From the solar balloon flights.  I really wish I could send these balloons above 150ft, as is RJ and I we only got shots of the beach.

/* rant

this is a great shot of me and robby kraft inflating a solar balloon on 7/27, taken by Samantha Mitchell.  We never got into the Sauve Island airspace though, the Sheriff told us to stop.  He was jovial, but wouldn’t give us a charge or cite what statute we were violating.  I actually had to chase him down and harangue him before he conceeded that he’d ticket us for “harassing wildlife.” The only wildlife we harassed was the pig tooling around in a pickup truck.  We had the decency to walk into the refuge on foot.

*/

Helium Flight

I’ve got over 800 photos that need stitching from this one, my dad and I went to a little over 1000 ft on the beach at Seaside, OR.

August 5th, 2010

Grassroots Mapping PDX: test conclusions

With help from my Dad, RJ Steinert, Samantha Mitchell, Robby Kraft, and Molly Danielsson, I’ve been flying balloons most weekends since the workshop in June, gathering lift and flight data on helium and solar hot air balloons.

Solar Balloons:

Regular charcoal sucks, no matter how finely ground.  In my tests over this month I couldn’t get it to coat the balloon well.  My previous successes were with Char-Kole brand compressed charcoal, ground up.  Jeffery Warren copied my building instructions and tried charcoal in Georgia (EU) without success.

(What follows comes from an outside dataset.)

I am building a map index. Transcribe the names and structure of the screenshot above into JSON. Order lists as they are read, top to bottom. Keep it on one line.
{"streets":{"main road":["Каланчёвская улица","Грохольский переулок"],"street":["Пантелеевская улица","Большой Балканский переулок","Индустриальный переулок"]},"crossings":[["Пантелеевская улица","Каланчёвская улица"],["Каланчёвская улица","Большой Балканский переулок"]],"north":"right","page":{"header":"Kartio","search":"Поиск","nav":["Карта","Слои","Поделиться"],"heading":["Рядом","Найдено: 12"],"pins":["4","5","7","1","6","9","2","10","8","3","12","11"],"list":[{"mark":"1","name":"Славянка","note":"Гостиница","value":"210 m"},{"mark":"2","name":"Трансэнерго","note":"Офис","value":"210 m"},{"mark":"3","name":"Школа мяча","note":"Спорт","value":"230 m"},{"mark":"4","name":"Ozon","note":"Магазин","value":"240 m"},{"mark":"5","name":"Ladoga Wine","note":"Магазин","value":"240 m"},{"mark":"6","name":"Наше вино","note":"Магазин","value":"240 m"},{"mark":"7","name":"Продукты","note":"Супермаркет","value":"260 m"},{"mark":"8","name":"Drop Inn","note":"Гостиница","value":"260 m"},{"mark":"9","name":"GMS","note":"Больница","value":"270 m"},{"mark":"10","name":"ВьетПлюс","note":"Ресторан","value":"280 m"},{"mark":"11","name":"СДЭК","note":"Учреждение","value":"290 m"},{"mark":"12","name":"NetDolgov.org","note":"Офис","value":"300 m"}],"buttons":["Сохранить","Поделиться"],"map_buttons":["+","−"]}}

I still want to test lamp black, but Cabot pigments STILL hasn’t sent me samples (ordered them the 2nd week in June).  Go with iron oxide black (sold as tempura pigment, or from industrial suppliers).  Iron oxide black consistently generates roughly 500g of excess lift from a 12-foot tetrahedron.  the easiest way to test the lift of a balloon is to tie a water bottle to it and empty out the water until the balloon is airborne.

Use a mattress blower to disperse the pigment when the balloon is mostly full.  It pulverizes and disperses, and possibly, through proximity to the motor, charge them a bit.

I stand by my dislike of black HDPE, because it is weak and tears easily when hot.

Helium

My balloons have, until now been all solar, so these were my first helium flights. Helium is great. it rides proudly in the wind, owing to a favorable ratio of static lift to surface area/drag. But helium is expensive. I spent four times as much on helium as I did on all other supplies.  After flying my very thin HDPE .3mil balloons and watching the helium leak out over a 3 hour  period, I think a more substantial balloon aught to surround such an expensive gas.

I might try some PET film, which retains helium better, but it’s cost ($15 vs $0.50) makes me averse to it.

Or I might switch to hydrogen. I’m excited about this method of urine electrolysis. Apparently it’s far more efficient than water, and I’m already carrying it around!

August 4th, 2010

GrassrootsMappingPDX: Heat Seaming

Here’s the instructional video from the workshop on heat seaming balloons.  If you have the space and equipment, this will produce a lighter, more air-tight balloon.

Grassroots Mapping PDX 6/26/2010: heat seaming from mathew lippincott on Vimeo.